Geospatial imagery shows activity at Iranian nuclear facility


A team with Stanford University’s Center for International Security and Cooperation (CISAC) used BlackSky’s geospatial imagery and burst collection technology to track and monitor activity at a secretive Iranian nuclear facility in a new intelligence study. The study tracks and monitors activity at the Natanz nuclear facility in Iran.

Screenshot: Janes.com video/BlueSky

Screenshot: Janes.com video/BlueSky

“The BlackSky/CISAC research team demonstrated the power of combining rapid revisit satellite imagery, human domain expertise and AI/ML (artificial intelligence/machine learning) techniques to identify and understand activity at Natanz, which was previously unknown to much of the world,” said Patrick O’Neil, chief data scientist at BlackSky. “Observations that provide real-time, activities-based insights have the potential to change the world.”

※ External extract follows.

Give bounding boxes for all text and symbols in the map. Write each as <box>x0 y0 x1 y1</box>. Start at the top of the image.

BlackSky’s high-revisit satellite imagery enabled researchers at Stanford University’s Center for International Security and Cooperation (CISAC) to monitor the pattern of life at the Natanz nuclear facility and gain a better understanding of activity and events at the site.

BlackSky’s satellites provide high, intraday revisit capabilities, allowing CISAC’s research team to receive multiple images a day, throughout the day, rather than just one image collected at roughly the same time each day.

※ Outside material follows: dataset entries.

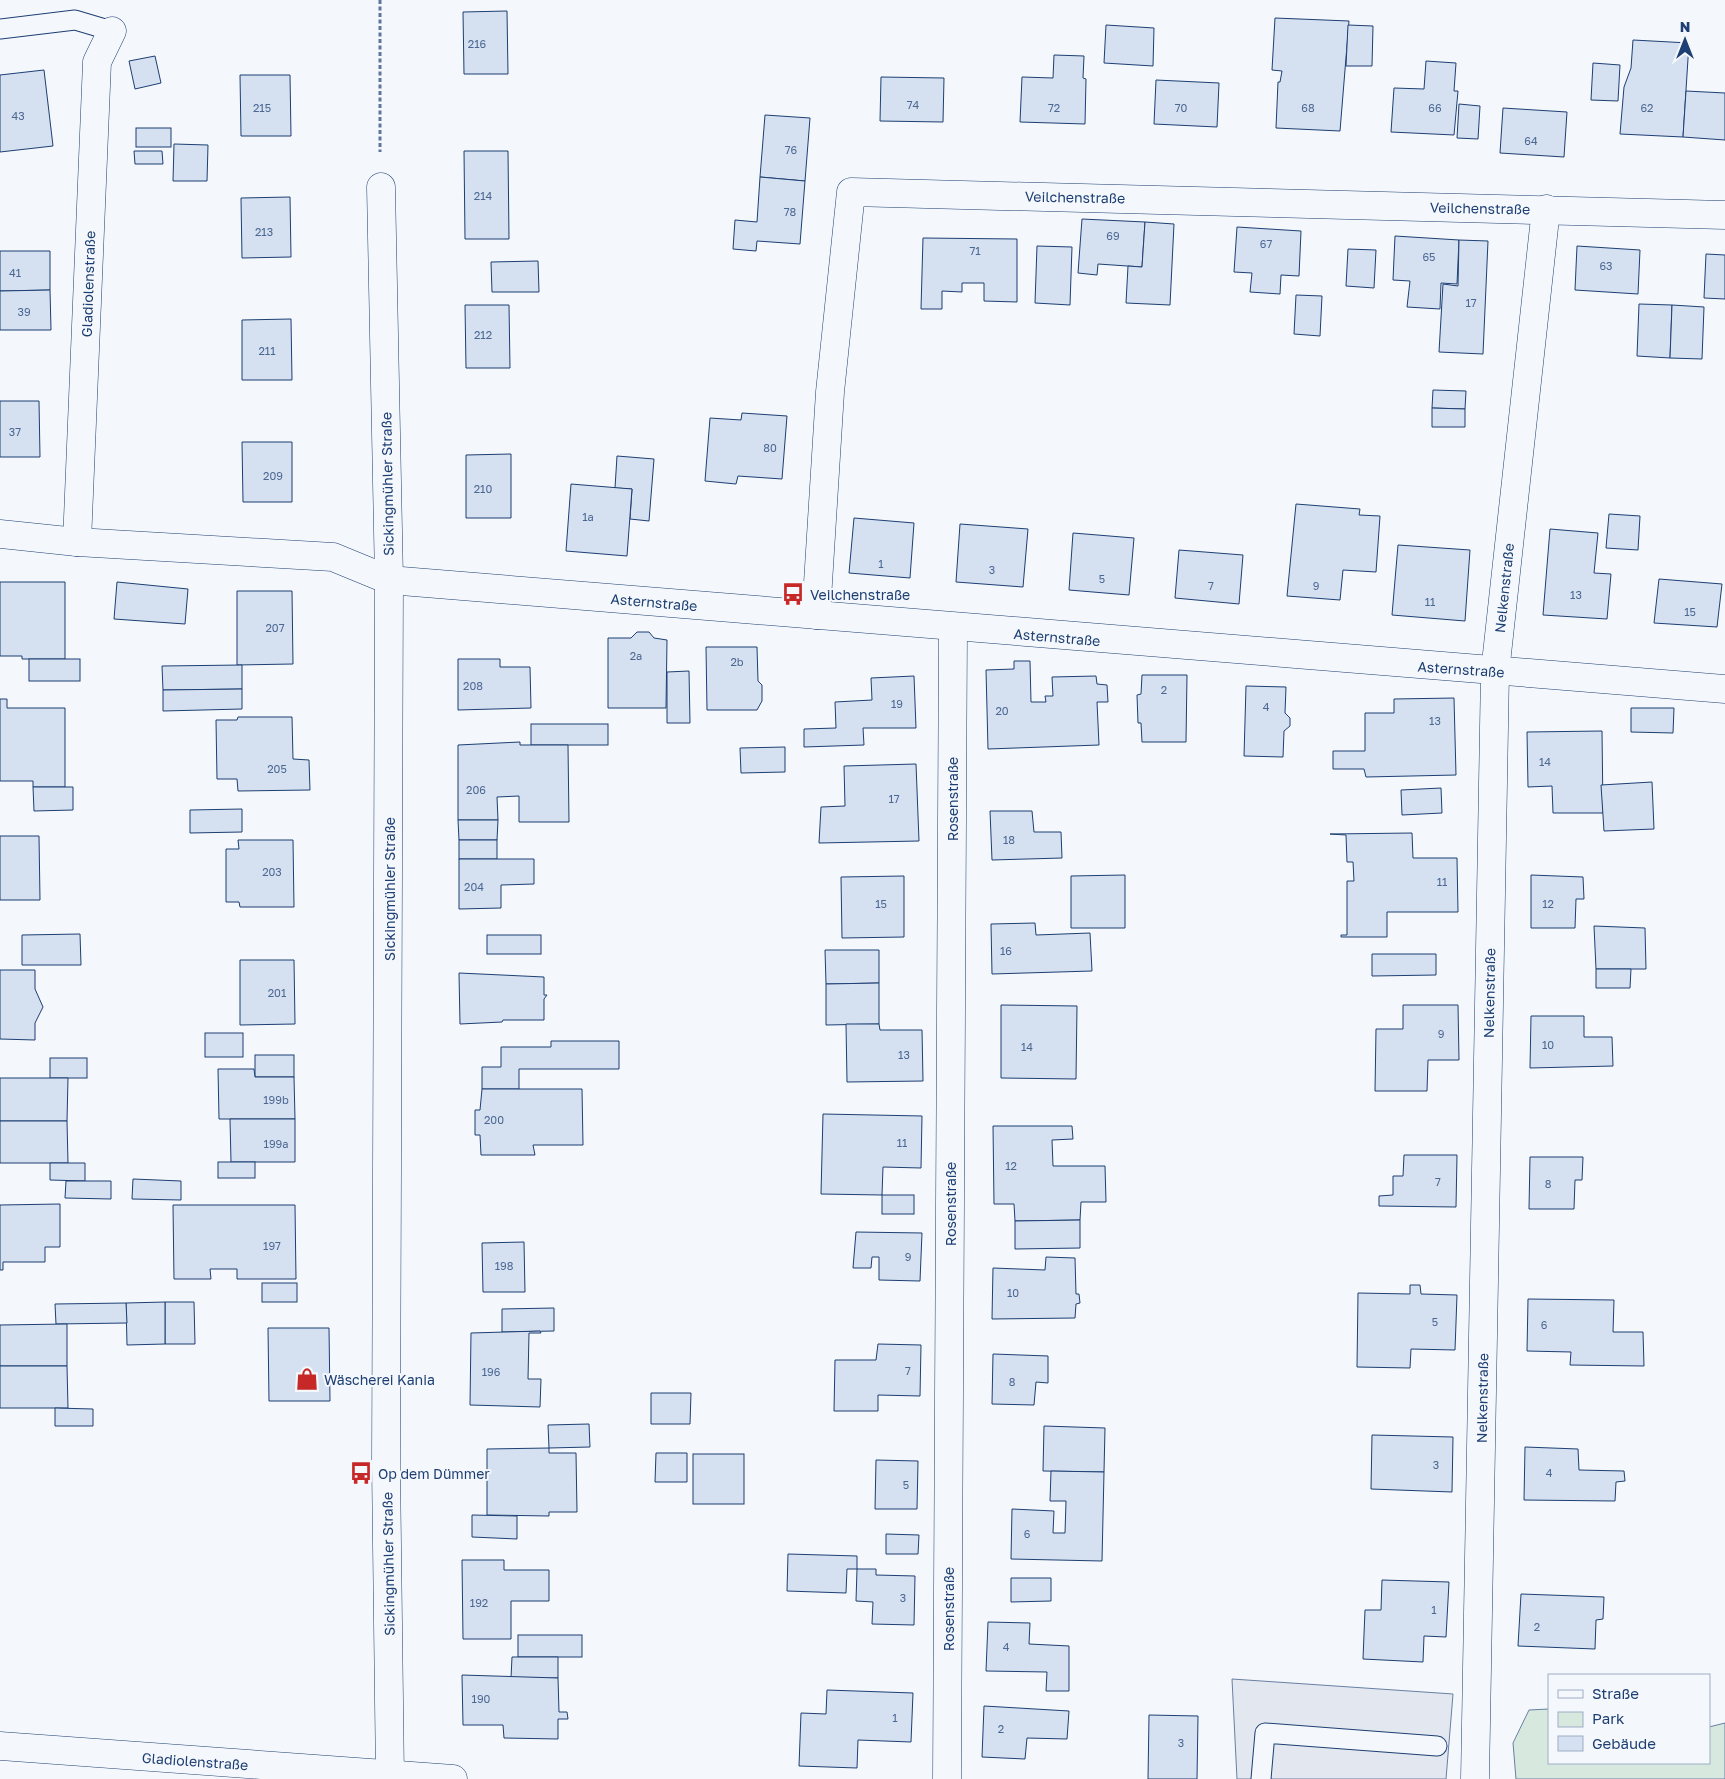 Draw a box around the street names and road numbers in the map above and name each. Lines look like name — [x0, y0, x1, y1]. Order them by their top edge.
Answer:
street label: Veilchenstraße — [1025, 188, 1125, 206]
street label: Veilchenstraße — [1430, 199, 1530, 217]
street label: Gladiolenstraße — [78, 230, 98, 338]
street label: Sickingmühler Straße — [377, 412, 397, 556]
street label: Nelkenstraße — [1491, 542, 1517, 634]
street label: Asternstraße — [610, 590, 698, 614]
street label: Asternstraße — [1013, 625, 1101, 649]
street label: Asternstraße — [1417, 657, 1505, 681]
street label: Rosenstraße — [944, 757, 961, 841]
street label: Sickingmühler Straße — [381, 817, 398, 961]
street label: Nelkenstraße — [1480, 948, 1498, 1038]
street label: Rosenstraße — [942, 1162, 959, 1246]
street label: Nelkenstraße — [1473, 1353, 1491, 1443]
street label: Sickingmühler Straße — [378, 1492, 398, 1636]
street label: Rosenstraße — [940, 1567, 957, 1651]
street label: Gladiolenstraße — [141, 1749, 249, 1773]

BlackSky satellites are also capable of capturing a sequence of up to 20 images within a matter of minutes, known as a burst collection, and then splicing them together. Instead of a single picture, burst collections are geospatially normalized and joined together to generate a moving sequence of activity. With BlackSky’s assistance, the research team was able to witness trucks emerging from the facility’s underground tunnels.

Allison Puccioni, a renowned imagery analyst and BlackSky consultant, assembled a research team at Stanford University, with help from Rose Gottemoeller, diplomat, former NATO deputy secretary, and visiting professor at Stanford. The pair enlisted two principal research assistants in geospatial science to develop a sophisticated situational-intelligence program to monitor the Natanz nuclear facility.

Natanz is Iran’s primary facility for advanced uranium enrichment and is an active political and military location driven by concerns about the country’s nuclear operations.